Nondimeno, l’elemento autobiografico è lettura dello stato del mondo e lettura retrospettiva del mondo perduto. Un mondo vissuto tuttavia sul filo di un proustismo cercato ma irrecuperabile. A confronto, i decenni Quaranta e Sessanta rovesciano storicamente il destino della poesia: l’età del «mythos» friulano (o l’esistenza della poesia) contro l’età del «logos» neocapitalistico (o della morte della poesia).
Alterità della forma poetica come nuova e definitiva forma della poesia, come esito degenerativo della lingua. Altra alterità correlata: dalla lingua dell’espressione alla lingua della comunicazione come dalla poesia alla morte della poesia.
A voler riassumere, c’è un autore reale, c’è un autore implicito sdoppiato nell’alterità, e c’è infine un autore in forma di editore che pubblica le carte avute in dono dall’autore reale. In questo, l’alterità è triplice, a partire dalla natura polisensa dell’autore: reale, implicito e editore postumo di se stesso. Pasolini l’annuncia nella menzionata «fictio» della Nota dell’editore, quando confessa – in prima persona – che «io mi limito a pubblicare tutto quello che l’autore ha lasciato. Il mio unico sforzo critico, molto modesto, d’altra parte, è quello di ricostruire il seguito cronologico, il più possibile esatto, di questi appunti». È La Divina Mimesis postuma pensata come edizione diplomatica.
La strategia finzionale consiste nell’inventare un’alterità dell’autore in forma di editore di natura non-altra: a raccogliere le carte dell’autore è l’autore travestito da editore. L’altro è lo stesso. L’alterità riveste il valore della ripetizione. E più, alterità di natura macabra. L’autore travestito da editore raccoglie le carte dell’autore «morto, ucciso a colpi di bastone, a Palermo, l’anno scorso».

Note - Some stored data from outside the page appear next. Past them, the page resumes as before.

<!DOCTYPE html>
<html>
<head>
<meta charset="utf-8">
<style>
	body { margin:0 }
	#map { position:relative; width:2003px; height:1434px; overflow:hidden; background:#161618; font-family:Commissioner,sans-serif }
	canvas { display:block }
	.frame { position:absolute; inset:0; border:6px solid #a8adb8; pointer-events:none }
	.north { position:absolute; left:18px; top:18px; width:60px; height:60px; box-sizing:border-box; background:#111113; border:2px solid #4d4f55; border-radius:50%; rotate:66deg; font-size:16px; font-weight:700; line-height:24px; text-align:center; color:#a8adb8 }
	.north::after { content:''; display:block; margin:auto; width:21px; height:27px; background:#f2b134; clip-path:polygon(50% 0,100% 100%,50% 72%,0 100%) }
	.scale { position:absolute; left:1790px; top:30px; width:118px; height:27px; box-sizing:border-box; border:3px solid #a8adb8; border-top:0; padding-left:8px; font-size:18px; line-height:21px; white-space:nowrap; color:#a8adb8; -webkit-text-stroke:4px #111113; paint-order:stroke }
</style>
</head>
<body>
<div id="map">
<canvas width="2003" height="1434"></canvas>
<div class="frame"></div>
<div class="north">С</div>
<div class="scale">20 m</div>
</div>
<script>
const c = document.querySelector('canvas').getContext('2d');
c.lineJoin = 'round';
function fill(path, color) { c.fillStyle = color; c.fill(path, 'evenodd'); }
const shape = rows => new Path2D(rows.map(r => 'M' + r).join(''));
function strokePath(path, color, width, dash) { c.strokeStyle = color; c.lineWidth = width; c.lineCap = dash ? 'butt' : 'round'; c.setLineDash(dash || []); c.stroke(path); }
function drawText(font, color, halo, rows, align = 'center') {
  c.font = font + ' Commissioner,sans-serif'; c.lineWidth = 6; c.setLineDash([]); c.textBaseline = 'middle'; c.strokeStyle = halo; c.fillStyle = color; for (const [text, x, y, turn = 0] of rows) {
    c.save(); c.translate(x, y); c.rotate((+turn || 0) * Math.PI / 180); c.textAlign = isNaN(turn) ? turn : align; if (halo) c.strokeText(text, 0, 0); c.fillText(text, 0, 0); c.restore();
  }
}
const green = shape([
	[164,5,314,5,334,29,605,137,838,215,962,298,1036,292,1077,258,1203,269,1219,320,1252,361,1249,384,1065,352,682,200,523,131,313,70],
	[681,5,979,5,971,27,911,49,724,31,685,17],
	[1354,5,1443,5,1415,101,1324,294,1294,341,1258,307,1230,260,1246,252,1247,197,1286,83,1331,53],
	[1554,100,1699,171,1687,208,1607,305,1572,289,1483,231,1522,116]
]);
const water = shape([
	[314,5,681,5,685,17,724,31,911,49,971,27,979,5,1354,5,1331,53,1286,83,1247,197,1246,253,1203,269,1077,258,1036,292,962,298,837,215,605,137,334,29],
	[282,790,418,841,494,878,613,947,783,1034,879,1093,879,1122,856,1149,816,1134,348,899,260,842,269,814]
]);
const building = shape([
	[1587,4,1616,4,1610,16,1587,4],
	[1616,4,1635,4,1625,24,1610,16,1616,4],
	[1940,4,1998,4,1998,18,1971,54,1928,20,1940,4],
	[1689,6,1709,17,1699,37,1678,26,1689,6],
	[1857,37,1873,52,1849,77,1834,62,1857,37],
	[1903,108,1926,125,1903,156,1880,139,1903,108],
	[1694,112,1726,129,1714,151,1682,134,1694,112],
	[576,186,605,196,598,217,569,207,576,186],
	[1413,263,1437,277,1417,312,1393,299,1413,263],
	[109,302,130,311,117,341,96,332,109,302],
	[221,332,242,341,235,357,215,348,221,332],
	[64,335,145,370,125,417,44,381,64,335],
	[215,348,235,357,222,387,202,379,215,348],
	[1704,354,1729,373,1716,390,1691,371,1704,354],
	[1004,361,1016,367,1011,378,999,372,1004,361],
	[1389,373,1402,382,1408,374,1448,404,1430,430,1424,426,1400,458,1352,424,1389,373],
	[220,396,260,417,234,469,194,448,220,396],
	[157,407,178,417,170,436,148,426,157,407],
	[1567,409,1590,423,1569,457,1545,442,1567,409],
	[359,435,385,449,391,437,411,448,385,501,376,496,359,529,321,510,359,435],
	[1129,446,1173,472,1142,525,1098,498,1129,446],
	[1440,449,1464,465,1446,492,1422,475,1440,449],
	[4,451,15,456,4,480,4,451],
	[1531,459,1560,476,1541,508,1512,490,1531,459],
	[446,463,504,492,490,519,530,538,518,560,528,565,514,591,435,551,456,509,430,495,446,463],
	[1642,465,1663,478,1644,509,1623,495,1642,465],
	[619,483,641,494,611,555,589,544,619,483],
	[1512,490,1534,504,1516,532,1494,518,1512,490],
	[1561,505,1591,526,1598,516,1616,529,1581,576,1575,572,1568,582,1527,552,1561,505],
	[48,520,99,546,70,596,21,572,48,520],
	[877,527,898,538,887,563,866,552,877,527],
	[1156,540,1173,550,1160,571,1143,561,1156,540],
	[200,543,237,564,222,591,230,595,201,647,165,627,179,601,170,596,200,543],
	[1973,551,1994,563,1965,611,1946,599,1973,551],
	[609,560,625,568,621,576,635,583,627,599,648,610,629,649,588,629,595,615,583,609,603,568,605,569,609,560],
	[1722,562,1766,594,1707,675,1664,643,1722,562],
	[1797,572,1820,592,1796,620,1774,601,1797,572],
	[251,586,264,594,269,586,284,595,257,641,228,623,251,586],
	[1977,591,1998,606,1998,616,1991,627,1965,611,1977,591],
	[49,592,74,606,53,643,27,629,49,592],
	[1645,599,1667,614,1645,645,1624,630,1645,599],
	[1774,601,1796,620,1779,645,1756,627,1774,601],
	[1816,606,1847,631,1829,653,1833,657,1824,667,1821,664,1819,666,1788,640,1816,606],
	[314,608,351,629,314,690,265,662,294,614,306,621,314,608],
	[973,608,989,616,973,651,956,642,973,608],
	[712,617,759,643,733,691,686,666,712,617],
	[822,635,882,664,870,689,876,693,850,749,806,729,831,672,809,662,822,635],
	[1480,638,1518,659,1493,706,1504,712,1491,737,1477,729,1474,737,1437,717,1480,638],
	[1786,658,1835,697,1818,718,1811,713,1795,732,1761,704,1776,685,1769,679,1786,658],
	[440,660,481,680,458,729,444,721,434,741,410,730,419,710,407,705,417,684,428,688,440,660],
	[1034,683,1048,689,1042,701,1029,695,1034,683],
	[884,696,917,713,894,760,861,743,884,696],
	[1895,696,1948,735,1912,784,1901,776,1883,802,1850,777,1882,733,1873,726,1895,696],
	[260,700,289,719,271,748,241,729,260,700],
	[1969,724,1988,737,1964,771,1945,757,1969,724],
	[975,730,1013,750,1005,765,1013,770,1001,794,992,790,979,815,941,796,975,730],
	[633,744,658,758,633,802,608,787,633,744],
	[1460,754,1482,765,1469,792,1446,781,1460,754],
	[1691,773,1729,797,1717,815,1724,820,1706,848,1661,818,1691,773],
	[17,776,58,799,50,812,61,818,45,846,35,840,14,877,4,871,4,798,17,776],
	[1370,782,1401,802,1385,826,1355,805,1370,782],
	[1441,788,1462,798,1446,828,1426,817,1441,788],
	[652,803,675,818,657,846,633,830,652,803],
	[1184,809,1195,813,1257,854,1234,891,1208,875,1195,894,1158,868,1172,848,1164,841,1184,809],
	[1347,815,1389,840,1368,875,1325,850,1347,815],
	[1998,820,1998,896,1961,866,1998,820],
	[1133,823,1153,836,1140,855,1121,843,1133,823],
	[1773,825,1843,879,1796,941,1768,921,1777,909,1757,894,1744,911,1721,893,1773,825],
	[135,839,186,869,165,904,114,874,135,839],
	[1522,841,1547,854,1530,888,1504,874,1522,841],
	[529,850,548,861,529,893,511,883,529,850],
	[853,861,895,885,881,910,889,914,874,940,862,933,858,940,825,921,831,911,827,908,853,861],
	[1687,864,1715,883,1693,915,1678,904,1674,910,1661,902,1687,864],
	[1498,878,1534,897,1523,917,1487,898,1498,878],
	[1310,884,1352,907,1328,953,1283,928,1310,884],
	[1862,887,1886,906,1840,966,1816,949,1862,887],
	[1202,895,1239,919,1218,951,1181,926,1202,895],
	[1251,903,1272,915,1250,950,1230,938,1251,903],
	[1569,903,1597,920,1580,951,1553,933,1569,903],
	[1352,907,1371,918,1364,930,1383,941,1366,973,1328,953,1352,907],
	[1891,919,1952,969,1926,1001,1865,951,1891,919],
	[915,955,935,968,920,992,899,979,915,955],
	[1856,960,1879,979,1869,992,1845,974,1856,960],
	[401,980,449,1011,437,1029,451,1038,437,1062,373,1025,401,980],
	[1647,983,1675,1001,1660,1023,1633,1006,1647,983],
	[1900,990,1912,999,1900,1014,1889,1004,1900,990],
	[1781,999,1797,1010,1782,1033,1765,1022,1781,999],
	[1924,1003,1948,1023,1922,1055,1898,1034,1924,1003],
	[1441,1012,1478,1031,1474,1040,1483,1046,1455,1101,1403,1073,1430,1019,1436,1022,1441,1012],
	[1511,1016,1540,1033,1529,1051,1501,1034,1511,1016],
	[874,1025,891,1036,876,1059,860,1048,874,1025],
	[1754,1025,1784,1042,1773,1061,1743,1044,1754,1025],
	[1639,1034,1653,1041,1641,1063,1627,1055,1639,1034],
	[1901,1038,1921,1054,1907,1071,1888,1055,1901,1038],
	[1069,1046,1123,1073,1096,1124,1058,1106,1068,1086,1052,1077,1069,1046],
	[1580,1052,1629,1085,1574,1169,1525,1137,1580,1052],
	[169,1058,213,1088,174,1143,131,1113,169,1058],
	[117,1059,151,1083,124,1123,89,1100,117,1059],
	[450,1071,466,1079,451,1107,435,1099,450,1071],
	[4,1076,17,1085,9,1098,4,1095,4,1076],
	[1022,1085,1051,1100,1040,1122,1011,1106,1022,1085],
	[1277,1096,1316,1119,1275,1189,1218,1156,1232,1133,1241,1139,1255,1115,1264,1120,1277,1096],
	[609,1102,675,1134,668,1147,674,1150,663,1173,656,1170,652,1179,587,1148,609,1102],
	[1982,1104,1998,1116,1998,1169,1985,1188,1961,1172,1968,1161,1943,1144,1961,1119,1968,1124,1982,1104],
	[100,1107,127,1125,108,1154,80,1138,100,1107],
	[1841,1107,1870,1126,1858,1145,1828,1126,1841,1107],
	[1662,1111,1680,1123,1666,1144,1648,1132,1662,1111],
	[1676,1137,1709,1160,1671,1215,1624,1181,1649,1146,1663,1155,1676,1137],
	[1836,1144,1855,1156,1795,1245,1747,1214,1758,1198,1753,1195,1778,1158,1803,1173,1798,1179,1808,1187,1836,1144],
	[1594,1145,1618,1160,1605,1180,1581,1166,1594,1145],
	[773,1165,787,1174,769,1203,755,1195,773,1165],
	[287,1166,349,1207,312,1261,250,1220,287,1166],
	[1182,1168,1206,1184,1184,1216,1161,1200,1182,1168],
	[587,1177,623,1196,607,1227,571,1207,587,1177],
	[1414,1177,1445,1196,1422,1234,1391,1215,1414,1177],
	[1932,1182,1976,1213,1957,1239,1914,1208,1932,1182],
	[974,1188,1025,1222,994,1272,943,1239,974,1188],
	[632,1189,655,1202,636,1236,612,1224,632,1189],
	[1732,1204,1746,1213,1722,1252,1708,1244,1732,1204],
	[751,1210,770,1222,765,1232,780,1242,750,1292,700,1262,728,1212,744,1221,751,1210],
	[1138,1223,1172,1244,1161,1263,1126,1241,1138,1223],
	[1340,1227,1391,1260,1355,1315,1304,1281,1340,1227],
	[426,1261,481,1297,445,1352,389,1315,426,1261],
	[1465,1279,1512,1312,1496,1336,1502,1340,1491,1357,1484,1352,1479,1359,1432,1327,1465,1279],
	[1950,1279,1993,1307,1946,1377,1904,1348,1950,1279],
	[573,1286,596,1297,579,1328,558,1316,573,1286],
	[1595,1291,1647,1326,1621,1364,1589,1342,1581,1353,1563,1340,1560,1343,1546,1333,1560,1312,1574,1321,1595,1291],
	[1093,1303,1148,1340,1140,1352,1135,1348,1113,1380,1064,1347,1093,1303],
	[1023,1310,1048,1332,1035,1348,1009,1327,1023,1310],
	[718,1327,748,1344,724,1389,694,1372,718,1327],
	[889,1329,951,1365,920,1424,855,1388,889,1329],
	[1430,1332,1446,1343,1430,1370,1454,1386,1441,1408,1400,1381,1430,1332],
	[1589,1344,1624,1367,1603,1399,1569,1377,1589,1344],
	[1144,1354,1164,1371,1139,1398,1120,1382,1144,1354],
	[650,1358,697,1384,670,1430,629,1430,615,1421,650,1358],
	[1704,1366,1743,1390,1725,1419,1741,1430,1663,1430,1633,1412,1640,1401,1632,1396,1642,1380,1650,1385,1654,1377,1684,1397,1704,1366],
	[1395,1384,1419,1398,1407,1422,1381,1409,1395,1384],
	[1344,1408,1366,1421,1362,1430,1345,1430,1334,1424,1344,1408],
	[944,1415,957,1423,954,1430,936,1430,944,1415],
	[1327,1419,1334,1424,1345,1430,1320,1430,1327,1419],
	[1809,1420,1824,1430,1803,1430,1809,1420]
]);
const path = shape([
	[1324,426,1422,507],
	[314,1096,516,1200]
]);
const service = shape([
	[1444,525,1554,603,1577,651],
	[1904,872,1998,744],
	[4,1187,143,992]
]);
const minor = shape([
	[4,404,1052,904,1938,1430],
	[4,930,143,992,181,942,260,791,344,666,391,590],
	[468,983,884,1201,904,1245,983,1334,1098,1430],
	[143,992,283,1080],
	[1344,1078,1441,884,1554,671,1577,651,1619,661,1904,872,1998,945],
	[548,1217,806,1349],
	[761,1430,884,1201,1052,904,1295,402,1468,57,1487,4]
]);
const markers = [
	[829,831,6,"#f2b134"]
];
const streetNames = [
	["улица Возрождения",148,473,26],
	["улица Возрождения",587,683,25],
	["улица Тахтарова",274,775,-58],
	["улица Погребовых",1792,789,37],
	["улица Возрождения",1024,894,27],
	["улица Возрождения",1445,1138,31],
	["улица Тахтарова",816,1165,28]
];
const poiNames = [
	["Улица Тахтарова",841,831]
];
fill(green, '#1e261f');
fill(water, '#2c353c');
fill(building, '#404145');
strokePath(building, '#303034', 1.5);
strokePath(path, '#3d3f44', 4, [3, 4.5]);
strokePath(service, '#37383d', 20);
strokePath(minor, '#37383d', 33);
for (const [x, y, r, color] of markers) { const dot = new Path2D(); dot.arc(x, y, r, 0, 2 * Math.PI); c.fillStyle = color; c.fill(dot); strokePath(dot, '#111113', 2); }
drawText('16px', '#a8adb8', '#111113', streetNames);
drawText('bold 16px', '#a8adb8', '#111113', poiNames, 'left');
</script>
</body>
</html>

E cioè: nella «fictio» mistificante, l’autore reale (Pasolini) scrive di un editore travestito (Pasolini bis), il quale eredita «il corpo dattiloscritto dell’opera» dall’autore defunto (Pasolini ter), limitandosi a pubblicare secondo un ordine cronologico falsamente considerato l’unico intervento di mano estranea. In realtà è esigenza dell’autore in carne e ossa, filtrata dall’ordinamento stesso voluto dall’editore incaricato della pubblicazione.
Un libro, questa Divina Mimesis, concepito come un «misto di cose fatte e di cose da farsi», alla maniera delle pagine più programmatiche di Alì dagli occhi azzurri, racconti in parte «da farsi» e racconti in parte «non fatti». (Alterità della forma letteraria: non finito e estetica postmoderna). E l’editore che eredita il «pacchetto di fogli di carta da macchina da scrivere» per la pubblicazione informa sullo stato generale del documento, notando che accanto a un libro doppiamente intitolato «MEMORIE BARBARICHE» e «FRAMMENTI INFERNALI», e altri titoli sparsi nel corpo del fascio di fogli, compare un terzo titolo sulla penultima pagina, quasi che l’autore abbia concepito la scrittura di un capitolo rimasto tra le cose «da farsi». Il titolo impresso sulla pagina bianca è «PARADISO».
Rimane un mistero sapere se l’altra parte della Divina Mimesis (quella non scritta nella finzione), dovesse realmente continuare in un paradiso (un neo-paradiso rispetto agli anni ’40 friulani?). E mistero rimane sapere inoltre se tale stagione assumesse già la forma dell’alterità ultima assoluta: la ricerca di una nuova (e possibile) bellezza nell’utopia.